┌──
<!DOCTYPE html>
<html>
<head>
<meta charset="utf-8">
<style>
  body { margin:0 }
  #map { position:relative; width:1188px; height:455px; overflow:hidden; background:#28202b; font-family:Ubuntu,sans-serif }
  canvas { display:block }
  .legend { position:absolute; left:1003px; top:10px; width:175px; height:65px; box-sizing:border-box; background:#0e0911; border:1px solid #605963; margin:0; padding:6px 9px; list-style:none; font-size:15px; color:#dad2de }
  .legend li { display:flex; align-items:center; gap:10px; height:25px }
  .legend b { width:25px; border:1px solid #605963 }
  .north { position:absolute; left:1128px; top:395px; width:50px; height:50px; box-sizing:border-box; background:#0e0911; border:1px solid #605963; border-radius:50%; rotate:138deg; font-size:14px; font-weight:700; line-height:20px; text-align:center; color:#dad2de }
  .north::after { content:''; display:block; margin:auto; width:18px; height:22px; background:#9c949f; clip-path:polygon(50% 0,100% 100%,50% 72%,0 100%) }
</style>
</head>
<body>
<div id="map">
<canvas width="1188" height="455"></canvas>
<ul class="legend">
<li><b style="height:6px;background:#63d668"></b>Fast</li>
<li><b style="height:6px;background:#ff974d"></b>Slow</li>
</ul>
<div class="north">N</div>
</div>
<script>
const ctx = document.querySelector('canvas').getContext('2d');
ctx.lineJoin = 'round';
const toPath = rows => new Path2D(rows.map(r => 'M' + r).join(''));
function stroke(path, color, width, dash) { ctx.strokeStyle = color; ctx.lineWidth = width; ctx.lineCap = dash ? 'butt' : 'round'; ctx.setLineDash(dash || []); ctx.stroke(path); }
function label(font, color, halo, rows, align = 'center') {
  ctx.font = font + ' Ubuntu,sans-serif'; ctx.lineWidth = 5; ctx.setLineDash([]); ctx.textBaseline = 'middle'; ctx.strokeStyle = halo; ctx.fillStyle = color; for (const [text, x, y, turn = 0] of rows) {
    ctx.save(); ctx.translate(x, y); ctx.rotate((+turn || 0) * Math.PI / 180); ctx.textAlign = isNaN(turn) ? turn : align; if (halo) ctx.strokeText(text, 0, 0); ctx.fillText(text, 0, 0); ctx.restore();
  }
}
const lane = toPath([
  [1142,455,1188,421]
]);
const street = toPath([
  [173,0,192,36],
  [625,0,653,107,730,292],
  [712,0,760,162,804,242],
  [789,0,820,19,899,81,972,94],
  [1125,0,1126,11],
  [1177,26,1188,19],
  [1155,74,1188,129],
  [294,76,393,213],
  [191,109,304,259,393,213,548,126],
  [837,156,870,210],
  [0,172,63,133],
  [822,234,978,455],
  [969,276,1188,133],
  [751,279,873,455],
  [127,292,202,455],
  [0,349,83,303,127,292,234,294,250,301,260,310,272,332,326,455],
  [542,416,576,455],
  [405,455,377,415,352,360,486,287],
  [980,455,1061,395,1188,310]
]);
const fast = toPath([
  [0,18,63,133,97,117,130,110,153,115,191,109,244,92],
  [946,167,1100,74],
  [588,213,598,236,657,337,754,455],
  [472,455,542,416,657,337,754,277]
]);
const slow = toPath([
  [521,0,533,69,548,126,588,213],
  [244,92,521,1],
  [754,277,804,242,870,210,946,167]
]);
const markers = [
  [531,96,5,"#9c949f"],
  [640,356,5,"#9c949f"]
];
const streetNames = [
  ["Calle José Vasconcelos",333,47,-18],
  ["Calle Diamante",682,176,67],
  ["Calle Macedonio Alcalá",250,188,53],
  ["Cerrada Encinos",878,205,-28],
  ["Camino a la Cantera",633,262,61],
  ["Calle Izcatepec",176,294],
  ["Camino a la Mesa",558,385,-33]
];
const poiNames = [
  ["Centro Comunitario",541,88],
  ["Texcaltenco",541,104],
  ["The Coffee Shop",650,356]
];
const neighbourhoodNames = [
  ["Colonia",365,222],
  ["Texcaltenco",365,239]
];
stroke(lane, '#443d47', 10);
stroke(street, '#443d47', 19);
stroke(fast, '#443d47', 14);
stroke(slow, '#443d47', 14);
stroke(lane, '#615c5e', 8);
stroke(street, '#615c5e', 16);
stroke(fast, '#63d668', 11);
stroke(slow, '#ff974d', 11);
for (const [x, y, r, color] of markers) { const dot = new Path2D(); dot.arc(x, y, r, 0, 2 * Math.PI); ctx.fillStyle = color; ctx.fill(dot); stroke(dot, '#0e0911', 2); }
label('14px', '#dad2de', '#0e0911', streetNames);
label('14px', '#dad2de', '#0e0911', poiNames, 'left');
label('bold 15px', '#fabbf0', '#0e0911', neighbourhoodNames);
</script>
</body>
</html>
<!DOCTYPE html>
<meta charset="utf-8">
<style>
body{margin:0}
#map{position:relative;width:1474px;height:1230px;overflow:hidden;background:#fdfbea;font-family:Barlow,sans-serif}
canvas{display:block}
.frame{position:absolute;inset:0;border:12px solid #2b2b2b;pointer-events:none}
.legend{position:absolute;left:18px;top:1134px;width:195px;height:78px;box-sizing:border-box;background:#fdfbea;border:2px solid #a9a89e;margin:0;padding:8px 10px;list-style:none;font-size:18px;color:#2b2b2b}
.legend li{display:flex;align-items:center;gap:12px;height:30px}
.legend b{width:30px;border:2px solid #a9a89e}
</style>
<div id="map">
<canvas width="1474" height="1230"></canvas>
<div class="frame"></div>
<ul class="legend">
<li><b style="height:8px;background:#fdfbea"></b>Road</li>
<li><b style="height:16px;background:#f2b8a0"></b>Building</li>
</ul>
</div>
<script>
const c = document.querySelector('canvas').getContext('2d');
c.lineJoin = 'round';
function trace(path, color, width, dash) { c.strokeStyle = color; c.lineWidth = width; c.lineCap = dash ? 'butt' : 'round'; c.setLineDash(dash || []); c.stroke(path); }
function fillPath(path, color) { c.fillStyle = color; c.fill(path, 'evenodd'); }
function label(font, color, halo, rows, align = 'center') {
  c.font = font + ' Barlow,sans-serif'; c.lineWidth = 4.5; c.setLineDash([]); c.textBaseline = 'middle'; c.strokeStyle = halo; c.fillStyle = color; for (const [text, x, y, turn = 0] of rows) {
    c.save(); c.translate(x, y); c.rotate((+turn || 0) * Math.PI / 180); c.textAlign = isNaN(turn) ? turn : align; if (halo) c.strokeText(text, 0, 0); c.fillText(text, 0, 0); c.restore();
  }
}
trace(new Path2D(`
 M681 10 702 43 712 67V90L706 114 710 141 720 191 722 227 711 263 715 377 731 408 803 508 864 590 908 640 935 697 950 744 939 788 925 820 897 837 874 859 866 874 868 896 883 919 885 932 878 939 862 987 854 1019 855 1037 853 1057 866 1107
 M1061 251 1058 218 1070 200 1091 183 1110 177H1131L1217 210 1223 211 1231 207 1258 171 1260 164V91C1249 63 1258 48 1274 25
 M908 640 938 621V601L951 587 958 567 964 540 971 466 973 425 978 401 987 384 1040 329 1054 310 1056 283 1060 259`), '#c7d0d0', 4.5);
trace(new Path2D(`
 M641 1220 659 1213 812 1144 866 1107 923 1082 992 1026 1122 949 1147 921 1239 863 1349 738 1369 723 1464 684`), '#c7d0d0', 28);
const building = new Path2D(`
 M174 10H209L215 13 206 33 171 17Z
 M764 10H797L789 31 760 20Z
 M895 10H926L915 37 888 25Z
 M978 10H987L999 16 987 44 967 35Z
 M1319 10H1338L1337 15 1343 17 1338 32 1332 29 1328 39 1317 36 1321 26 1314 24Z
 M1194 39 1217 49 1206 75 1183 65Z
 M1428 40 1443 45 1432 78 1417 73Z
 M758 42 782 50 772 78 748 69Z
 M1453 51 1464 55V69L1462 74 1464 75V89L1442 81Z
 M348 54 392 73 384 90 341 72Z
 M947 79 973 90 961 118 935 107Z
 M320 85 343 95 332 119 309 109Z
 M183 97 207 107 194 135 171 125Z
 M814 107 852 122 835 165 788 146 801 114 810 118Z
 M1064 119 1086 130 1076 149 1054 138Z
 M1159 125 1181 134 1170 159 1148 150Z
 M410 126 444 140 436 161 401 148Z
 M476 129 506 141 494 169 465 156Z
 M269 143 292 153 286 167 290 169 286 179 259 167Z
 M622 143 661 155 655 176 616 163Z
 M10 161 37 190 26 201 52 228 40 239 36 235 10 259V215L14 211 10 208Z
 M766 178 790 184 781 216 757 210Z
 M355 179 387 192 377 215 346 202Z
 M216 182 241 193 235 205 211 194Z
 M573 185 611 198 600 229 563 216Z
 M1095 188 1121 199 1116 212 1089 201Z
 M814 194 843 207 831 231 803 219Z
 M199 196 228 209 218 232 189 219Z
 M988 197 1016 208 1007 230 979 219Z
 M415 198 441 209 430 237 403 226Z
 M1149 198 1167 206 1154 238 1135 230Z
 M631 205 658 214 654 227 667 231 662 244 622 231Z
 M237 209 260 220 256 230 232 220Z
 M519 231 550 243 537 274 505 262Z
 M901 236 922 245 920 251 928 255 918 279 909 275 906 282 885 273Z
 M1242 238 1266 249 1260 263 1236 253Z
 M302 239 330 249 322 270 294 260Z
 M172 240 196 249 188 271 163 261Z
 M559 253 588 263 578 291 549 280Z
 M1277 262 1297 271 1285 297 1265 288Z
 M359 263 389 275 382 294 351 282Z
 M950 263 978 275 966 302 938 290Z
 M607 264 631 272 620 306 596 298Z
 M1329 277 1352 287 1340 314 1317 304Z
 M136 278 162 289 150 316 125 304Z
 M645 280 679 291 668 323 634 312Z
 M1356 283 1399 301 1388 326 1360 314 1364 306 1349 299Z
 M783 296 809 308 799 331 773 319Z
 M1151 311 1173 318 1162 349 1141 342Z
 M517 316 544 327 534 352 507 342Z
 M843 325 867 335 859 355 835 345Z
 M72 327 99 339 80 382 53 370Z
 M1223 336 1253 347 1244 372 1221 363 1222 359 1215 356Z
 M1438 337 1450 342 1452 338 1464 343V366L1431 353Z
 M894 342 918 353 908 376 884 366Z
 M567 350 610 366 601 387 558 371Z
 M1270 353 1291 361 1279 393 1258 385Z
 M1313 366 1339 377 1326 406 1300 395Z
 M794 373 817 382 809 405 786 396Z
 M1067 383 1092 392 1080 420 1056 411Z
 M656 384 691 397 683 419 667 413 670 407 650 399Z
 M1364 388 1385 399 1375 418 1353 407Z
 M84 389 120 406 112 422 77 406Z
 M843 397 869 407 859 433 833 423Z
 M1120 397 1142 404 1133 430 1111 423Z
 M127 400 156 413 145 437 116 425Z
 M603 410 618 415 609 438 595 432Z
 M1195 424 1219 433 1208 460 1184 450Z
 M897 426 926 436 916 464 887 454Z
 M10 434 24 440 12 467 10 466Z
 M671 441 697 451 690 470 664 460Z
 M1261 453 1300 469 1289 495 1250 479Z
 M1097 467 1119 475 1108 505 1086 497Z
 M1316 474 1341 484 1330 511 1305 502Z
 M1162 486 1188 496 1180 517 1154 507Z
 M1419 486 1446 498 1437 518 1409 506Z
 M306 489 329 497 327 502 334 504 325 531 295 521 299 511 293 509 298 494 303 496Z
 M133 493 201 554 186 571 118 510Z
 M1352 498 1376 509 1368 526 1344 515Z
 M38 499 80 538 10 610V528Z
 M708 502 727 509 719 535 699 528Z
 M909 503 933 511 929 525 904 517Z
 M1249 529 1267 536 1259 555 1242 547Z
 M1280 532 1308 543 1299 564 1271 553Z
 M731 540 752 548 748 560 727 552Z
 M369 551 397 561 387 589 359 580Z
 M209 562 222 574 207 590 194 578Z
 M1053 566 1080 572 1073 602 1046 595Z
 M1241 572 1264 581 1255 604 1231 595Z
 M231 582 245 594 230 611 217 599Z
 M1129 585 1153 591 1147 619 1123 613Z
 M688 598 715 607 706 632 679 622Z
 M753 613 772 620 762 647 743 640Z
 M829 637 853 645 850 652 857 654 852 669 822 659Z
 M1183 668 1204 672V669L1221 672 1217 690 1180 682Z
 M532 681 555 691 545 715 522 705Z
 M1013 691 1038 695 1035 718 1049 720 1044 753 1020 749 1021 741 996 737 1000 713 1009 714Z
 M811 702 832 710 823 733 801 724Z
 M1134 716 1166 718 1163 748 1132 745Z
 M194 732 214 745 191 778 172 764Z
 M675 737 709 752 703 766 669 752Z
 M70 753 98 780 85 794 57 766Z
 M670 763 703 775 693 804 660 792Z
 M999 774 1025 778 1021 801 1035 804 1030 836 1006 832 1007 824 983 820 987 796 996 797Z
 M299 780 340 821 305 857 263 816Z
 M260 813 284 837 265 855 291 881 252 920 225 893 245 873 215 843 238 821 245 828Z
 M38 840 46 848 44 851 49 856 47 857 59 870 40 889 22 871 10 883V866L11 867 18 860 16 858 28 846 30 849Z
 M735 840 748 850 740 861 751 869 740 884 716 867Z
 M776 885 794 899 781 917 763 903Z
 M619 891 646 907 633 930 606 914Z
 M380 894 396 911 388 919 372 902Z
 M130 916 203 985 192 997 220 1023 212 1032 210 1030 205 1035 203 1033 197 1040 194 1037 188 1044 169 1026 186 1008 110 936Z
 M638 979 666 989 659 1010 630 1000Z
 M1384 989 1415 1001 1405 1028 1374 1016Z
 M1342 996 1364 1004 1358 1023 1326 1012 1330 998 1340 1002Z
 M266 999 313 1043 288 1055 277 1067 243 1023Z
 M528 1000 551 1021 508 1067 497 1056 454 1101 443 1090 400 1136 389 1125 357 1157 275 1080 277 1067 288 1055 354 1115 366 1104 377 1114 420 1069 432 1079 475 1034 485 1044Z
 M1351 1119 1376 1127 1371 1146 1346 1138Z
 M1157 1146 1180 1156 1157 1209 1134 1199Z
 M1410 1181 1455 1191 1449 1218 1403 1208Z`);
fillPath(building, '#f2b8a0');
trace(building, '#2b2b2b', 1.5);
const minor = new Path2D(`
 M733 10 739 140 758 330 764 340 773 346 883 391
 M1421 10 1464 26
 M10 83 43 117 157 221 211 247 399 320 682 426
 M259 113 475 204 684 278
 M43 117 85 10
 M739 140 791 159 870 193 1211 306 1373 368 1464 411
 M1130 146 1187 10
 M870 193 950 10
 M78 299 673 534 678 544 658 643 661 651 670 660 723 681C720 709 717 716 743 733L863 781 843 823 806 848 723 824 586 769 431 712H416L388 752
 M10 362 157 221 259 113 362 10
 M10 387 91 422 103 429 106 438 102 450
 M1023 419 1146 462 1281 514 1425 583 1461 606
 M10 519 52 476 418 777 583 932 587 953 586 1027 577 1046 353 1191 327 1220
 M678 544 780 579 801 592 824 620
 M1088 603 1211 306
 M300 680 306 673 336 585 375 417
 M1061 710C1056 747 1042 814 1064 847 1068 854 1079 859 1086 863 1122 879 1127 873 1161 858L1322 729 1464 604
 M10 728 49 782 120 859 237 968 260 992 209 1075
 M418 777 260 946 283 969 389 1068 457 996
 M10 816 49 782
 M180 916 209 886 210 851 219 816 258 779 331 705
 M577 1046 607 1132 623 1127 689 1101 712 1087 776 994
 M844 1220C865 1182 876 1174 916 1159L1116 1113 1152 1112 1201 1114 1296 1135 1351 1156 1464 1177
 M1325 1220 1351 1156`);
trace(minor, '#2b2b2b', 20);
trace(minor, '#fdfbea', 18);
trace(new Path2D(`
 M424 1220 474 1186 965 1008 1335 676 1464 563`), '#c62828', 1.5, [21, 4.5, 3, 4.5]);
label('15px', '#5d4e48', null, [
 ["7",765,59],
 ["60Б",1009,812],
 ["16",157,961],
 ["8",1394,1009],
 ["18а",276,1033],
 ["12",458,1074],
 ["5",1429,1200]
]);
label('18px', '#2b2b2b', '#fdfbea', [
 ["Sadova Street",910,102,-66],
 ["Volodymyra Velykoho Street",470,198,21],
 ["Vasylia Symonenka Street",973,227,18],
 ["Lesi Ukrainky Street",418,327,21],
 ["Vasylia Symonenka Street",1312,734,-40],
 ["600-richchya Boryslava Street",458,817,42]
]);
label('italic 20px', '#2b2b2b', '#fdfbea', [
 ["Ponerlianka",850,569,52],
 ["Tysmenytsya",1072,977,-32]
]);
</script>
└──
AIM OF THE EXERCISE:
Repeat exactly the lines above from the one with "M410 126 444 140 436 161 401 148Z" up to and including the one with "M897 426 926 436 916 464 887 454Z". No other line belongs in the reply.

RESULT OF THE EXERCISE:
 M410 126 444 140 436 161 401 148Z
 M476 129 506 141 494 169 465 156Z
 M269 143 292 153 286 167 290 169 286 179 259 167Z
 M622 143 661 155 655 176 616 163Z
 M10 161 37 190 26 201 52 228 40 239 36 235 10 259V215L14 211 10 208Z
 M766 178 790 184 781 216 757 210Z
 M355 179 387 192 377 215 346 202Z
 M216 182 241 193 235 205 211 194Z
 M573 185 611 198 600 229 563 216Z
 M1095 188 1121 199 1116 212 1089 201Z
 M814 194 843 207 831 231 803 219Z
 M199 196 228 209 218 232 189 219Z
 M988 197 1016 208 1007 230 979 219Z
 M415 198 441 209 430 237 403 226Z
 M1149 198 1167 206 1154 238 1135 230Z
 M631 205 658 214 654 227 667 231 662 244 622 231Z
 M237 209 260 220 256 230 232 220Z
 M519 231 550 243 537 274 505 262Z
 M901 236 922 245 920 251 928 255 918 279 909 275 906 282 885 273Z
 M1242 238 1266 249 1260 263 1236 253Z
 M302 239 330 249 322 270 294 260Z
 M172 240 196 249 188 271 163 261Z
 M559 253 588 263 578 291 549 280Z
 M1277 262 1297 271 1285 297 1265 288Z
 M359 263 389 275 382 294 351 282Z
 M950 263 978 275 966 302 938 290Z
 M607 264 631 272 620 306 596 298Z
 M1329 277 1352 287 1340 314 1317 304Z
 M136 278 162 289 150 316 125 304Z
 M645 280 679 291 668 323 634 312Z
 M1356 283 1399 301 1388 326 1360 314 1364 306 1349 299Z
 M783 296 809 308 799 331 773 319Z
 M1151 311 1173 318 1162 349 1141 342Z
 M517 316 544 327 534 352 507 342Z
 M843 325 867 335 859 355 835 345Z
 M72 327 99 339 80 382 53 370Z
 M1223 336 1253 347 1244 372 1221 363 1222 359 1215 356Z
 M1438 337 1450 342 1452 338 1464 343V366L1431 353Z
 M894 342 918 353 908 376 884 366Z
 M567 350 610 366 601 387 558 371Z
 M1270 353 1291 361 1279 393 1258 385Z
 M1313 366 1339 377 1326 406 1300 395Z
 M794 373 817 382 809 405 786 396Z
 M1067 383 1092 392 1080 420 1056 411Z
 M656 384 691 397 683 419 667 413 670 407 650 399Z
 M1364 388 1385 399 1375 418 1353 407Z
 M84 389 120 406 112 422 77 406Z
 M843 397 869 407 859 433 833 423Z
 M1120 397 1142 404 1133 430 1111 423Z
 M127 400 156 413 145 437 116 425Z
 M603 410 618 415 609 438 595 432Z
 M1195 424 1219 433 1208 460 1184 450Z
 M897 426 926 436 916 464 887 454Z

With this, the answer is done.